__Exercise requirements__
Give back an exact copy of the lines below, from the first through the line with "context = document.querySelector('canvas').getContext('2d');"; please stop there.

################

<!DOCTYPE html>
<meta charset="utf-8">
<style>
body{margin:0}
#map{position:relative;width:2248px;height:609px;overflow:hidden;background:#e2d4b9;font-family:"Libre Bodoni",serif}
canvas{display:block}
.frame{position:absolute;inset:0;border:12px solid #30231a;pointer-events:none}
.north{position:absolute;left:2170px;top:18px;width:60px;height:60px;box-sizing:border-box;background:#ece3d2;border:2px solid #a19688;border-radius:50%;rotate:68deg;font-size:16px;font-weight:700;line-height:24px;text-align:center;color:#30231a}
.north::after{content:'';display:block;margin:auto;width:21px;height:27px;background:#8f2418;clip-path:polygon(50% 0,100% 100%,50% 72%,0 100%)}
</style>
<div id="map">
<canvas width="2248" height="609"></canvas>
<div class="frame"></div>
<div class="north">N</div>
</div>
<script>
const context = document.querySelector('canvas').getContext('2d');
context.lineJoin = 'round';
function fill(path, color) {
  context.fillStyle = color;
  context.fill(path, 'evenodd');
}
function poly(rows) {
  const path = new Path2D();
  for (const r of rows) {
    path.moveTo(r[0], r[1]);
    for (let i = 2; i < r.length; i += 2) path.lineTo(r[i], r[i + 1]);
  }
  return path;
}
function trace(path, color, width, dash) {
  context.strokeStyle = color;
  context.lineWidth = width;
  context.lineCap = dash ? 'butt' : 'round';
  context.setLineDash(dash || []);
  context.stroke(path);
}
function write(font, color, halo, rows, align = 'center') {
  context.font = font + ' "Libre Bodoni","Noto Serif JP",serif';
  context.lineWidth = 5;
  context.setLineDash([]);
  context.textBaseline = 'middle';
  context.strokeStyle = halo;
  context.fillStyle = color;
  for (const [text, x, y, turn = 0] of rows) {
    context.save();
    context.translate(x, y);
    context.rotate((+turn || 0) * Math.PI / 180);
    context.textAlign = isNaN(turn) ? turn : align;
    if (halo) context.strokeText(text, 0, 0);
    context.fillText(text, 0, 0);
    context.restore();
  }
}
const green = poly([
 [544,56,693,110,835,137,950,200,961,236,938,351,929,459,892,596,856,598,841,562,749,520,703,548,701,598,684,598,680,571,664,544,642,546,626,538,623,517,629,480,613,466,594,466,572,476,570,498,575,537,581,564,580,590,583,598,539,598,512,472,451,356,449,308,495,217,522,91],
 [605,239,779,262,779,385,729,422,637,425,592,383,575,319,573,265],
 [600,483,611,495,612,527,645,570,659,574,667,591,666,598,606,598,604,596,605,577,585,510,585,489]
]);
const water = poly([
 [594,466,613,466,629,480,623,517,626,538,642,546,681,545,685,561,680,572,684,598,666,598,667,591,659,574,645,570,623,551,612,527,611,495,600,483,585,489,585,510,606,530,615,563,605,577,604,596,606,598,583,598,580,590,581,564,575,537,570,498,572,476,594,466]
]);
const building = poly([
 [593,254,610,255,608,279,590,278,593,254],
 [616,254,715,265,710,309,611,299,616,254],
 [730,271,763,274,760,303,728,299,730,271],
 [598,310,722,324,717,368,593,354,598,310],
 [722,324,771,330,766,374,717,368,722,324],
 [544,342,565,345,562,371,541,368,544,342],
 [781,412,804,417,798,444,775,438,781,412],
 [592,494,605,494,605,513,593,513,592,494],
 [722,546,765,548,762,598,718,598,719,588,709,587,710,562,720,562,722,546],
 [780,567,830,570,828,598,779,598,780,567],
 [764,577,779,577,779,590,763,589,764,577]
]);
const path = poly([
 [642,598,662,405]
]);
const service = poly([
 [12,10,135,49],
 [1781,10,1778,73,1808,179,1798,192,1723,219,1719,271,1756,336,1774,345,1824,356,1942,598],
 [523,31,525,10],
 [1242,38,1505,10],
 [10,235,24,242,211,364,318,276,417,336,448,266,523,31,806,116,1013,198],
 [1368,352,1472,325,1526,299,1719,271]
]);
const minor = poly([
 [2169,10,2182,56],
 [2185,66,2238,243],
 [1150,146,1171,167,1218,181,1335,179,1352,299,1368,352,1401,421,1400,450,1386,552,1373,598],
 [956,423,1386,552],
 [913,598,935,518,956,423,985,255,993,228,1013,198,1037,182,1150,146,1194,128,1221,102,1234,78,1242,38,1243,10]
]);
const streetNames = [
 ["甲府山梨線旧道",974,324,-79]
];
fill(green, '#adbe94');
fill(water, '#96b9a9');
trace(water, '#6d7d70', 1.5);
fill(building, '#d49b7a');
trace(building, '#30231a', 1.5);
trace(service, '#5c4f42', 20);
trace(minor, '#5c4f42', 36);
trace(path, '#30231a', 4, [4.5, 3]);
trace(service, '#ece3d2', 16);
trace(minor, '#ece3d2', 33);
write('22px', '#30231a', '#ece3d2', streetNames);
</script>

################

__Solution to this task__
<!DOCTYPE html>
<meta charset="utf-8">
<style>
body{margin:0}
#map{position:relative;width:2248px;height:609px;overflow:hidden;background:#e2d4b9;font-family:"Libre Bodoni",serif}
canvas{display:block}
.frame{position:absolute;inset:0;border:12px solid #30231a;pointer-events:none}
.north{position:absolute;left:2170px;top:18px;width:60px;height:60px;box-sizing:border-box;background:#ece3d2;border:2px solid #a19688;border-radius:50%;rotate:68deg;font-size:16px;font-weight:700;line-height:24px;text-align:center;color:#30231a}
.north::after{content:'';display:block;margin:auto;width:21px;height:27px;background:#8f2418;clip-path:polygon(50% 0,100% 100%,50% 72%,0 100%)}
</style>
<div id="map">
<canvas width="2248" height="609"></canvas>
<div class="frame"></div>
<div class="north">N</div>
</div>
<script>
const context = document.querySelector('canvas').getContext('2d');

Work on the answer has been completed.